▶ _Description of the task_
Pull every line holding the word "shaded" from the data below and copy it.

Collected data entries:

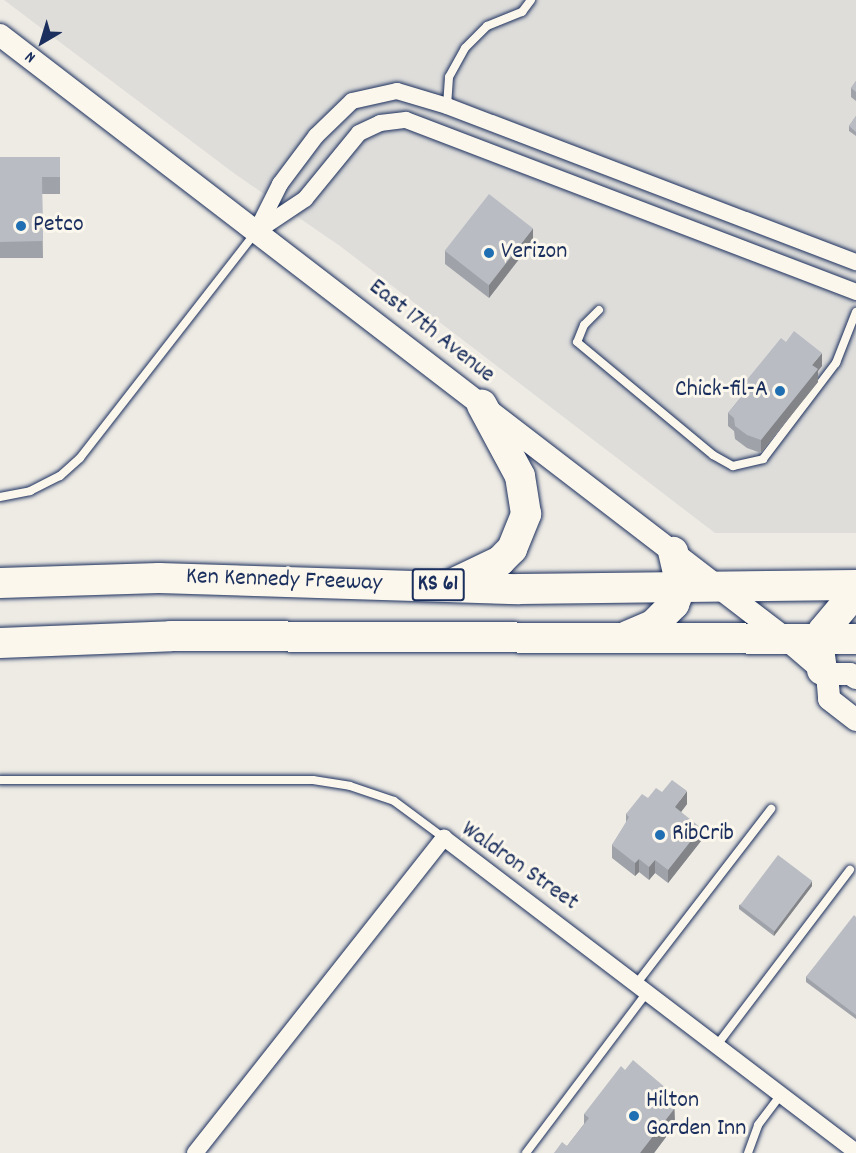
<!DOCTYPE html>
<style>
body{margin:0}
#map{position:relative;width:856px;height:1153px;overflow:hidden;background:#eeebe4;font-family:Dekko,sans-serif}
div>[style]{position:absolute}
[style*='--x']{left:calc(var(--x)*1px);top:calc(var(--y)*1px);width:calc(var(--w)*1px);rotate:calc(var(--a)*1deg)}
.built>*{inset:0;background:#deddda}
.roads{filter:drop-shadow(0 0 2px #1b2f5e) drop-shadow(0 0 2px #1b2f5e)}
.lane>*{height:8px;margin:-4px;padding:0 4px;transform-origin:4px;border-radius:4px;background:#fbf7ec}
.street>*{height:16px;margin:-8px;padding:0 8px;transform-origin:8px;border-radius:8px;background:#fbf7ec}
.secondary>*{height:22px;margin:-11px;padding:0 11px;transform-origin:11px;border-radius:11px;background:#fbf7ec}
.highway>*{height:30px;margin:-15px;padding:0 15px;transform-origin:15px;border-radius:15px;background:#fbf7ec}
.wall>*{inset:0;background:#9fa2a8}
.shaded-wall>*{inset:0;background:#828488}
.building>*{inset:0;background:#b9bcc3;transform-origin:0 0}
.dots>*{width:16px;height:16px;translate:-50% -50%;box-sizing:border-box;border:3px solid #fbf7ec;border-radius:50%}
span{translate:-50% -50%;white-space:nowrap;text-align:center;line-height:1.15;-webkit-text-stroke:6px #fbf7ec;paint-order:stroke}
.shield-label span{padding:2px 4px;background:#fbf7ec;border:2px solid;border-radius:4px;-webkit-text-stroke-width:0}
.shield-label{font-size:22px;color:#1b2f5e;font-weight:700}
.poi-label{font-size:24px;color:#1b2f5e}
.left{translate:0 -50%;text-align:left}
.right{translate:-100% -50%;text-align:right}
.street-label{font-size:24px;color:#1b2f5e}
.north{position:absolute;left:12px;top:12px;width:60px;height:60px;-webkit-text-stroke:4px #fbf7ec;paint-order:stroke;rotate:218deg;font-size:16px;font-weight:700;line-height:24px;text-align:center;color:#1b2f5e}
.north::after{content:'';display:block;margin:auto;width:21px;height:27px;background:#1b2f5e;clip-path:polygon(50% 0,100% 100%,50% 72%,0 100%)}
</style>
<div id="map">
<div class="built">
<i style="clip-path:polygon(4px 0,856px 0,856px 533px,715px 533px,340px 246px,235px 174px)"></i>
</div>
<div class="roads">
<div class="lane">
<i style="--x:447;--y:106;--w:29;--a:-86"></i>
<i style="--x:449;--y:77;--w:33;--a:-61"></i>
<i style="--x:465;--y:48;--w:31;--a:-45"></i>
<i style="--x:487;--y:26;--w:38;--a:-22"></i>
<i style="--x:522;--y:12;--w:15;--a:-53"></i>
<i style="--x:599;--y:310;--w:21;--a:135"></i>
<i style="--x:584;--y:325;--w:18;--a:112"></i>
<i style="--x:577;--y:342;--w:177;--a:39.7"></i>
<i style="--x:713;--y:455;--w:23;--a:29"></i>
<i style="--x:733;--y:466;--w:31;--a:-13"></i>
<i style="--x:763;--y:459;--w:121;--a:-52.8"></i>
<i style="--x:836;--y:363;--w:55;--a:-68.6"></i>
<i style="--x:0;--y:497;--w:31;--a:-11"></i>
<i style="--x:30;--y:491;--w:34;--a:-27"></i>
<i style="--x:60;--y:476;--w:27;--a:-42"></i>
<i style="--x:80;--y:458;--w:286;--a:-52.1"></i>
<i style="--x:0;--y:780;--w:313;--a:0"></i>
<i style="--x:313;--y:780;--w:37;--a:9"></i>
<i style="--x:350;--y:786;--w:46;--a:18.8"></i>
<i style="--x:394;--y:801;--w:62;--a:36.5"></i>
<i style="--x:637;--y:983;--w:220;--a:-52.4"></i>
<i style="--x:717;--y:1045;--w:220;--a:-52.8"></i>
<i style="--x:526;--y:1153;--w:203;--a:-53"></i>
<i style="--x:748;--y:1153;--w:30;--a:-70"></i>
<i style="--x:758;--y:1125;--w:39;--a:-53"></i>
</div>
<div class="street">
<i style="--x:257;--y:231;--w:58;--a:-33.7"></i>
<i style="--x:305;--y:199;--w:85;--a:-50.7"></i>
<i style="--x:359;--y:133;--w:23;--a:-25"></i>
<i style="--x:380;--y:123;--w:26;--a:-7"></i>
<i style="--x:406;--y:120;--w:482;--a:20.9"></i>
<i style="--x:256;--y:232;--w:54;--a:-63.4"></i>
<i style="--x:280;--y:184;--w:60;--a:-53.1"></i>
<i style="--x:316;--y:136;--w:50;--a:-44.2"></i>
<i style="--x:352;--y:101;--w:46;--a:-12.5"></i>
<i style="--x:397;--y:91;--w:52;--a:16.7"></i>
<i style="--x:447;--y:106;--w:438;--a:20.9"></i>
<i style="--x:195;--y:1153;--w:402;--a:-51.7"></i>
<i style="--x:444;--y:838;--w:518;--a:37.31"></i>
</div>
<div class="secondary">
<i style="--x:0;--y:35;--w:991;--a:37.54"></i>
<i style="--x:786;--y:639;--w:54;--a:40.5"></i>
<i style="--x:827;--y:674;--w:23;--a:0"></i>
<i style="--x:850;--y:674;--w:7;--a:34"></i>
<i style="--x:827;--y:674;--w:25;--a:85"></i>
<i style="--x:829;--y:699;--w:34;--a:38"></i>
</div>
<div class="highway">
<i style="--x:0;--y:583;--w:159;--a:-1.8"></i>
<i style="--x:159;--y:578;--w:360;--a:1.8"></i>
<i style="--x:519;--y:589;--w:337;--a:-0.7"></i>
<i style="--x:454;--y:583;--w:51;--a:-25.6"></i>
<i style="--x:500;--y:561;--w:17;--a:-45"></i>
<i style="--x:512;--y:549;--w:38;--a:-68"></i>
<i style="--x:526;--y:514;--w:38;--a:-99"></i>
<i style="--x:520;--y:476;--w:81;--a:-118.2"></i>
<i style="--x:627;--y:636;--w:28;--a:-23"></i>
<i style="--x:653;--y:625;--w:30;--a:-45"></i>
<i style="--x:674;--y:604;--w:19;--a:-69"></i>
<i style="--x:681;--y:586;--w:35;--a:-103"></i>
<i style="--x:0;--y:643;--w:171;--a:-2.3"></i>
<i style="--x:171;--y:636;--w:685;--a:0.25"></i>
<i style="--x:822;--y:670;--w:22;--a:-98"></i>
<i style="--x:819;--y:648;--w:17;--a:-77"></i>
<i style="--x:823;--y:631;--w:38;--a:-50"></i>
<i style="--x:847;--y:602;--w:10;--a:-29"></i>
</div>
</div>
<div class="wall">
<i style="clip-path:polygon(856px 81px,856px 101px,851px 97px,851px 88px)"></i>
<i style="clip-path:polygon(856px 116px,856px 136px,849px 131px,849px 126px)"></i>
<i style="clip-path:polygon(0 157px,60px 157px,60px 194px,42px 194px,43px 258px,0 258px)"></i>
<i style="clip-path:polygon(533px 241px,489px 298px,445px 264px,445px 251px)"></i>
<i style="clip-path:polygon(822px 366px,818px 371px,818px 382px,761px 453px,747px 448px,735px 439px,734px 431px,728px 426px,728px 413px,741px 397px,741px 387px)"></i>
<i style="clip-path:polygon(662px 792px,687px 804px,681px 812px,701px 841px,668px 883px,655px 873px,649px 880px,639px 872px,635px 876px,612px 858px,612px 845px,626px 823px,626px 814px,648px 798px)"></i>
<i style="clip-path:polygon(812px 886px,774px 936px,739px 909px,739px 905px)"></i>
<i style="clip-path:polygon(856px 917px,856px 1019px,806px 982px,806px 977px)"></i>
<i style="clip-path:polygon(674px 1107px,675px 1125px,654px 1153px,554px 1153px,567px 1146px,584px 1124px,584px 1114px)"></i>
</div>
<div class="shaded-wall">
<i style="clip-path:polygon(533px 228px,533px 241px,489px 298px,489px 285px)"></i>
<i style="clip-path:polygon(822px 353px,822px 366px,818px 371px,818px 382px,761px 453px,761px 440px,812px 365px)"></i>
<i style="clip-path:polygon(687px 791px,687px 804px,675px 820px,675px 807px)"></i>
<i style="clip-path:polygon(701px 828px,701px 841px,668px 883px,668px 870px)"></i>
<i style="clip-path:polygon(639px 859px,639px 872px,635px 876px,635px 863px)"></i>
<i style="clip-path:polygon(655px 860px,655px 873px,649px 880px,649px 867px)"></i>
<i style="clip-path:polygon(812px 881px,812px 886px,774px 936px,774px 932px)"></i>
<i style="clip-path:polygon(674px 1095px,675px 1125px,654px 1153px,640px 1153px,668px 1102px)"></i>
</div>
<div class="building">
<i style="clip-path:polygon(856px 81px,856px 92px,851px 88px)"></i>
<i style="clip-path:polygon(856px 116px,856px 132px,849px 126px)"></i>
<i style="clip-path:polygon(0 157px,60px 157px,60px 177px,42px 177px,43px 241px,0 242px)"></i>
<i style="left:489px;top:194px;width:56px;height:72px;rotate:38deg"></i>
<i style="clip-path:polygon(794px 331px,822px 353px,812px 365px,818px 369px,761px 440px,747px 435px,735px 426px,734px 418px,728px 413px,746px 391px,741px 387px,781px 338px,786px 342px)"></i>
<i style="clip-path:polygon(672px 780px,687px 791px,675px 807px,701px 828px,668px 870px,655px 860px,649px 867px,639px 859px,635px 863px,612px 845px,629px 817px,626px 814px,642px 794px,648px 798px,656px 788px,662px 792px)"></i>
<i style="left:778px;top:855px;width:43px;height:63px;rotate:37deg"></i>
<i style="clip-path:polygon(854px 915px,856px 917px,856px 1015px,806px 977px)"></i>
<i style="clip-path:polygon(633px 1060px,674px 1095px,668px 1102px,675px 1108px,640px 1153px,554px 1153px,562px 1142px,567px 1146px,589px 1118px,584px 1114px,621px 1066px,625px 1070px)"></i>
</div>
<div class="dots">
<i style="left:21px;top:226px;background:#1f6fb2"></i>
<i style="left:489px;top:253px;background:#1f6fb2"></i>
<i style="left:780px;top:391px;background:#1f6fb2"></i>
<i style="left:660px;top:835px;background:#1f6fb2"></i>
<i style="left:634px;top:1116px;background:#1f6fb2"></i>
</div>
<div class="shield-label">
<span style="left:438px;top:585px">KS 61</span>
</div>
<div class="poi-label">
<span class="left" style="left:33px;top:226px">Petco</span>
<span class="left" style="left:501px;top:253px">Verizon</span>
<span class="right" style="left:768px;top:391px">Chick-fil-A</span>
<span class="left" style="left:672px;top:835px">RibCrib</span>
<span class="left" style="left:646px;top:1116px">Hilton<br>Garden Inn</span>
</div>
<div class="street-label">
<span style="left:431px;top:332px;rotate:38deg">East 17th Avenue</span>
<span style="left:284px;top:581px;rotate:2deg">Ken Kennedy Freeway</span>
<span style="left:519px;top:867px;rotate:35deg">Waldron Street</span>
</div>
<div class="north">N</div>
</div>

▶ _Answer to this problem_
.shaded-wall>*{inset:0;background:#828488}
<div class="shaded-wall">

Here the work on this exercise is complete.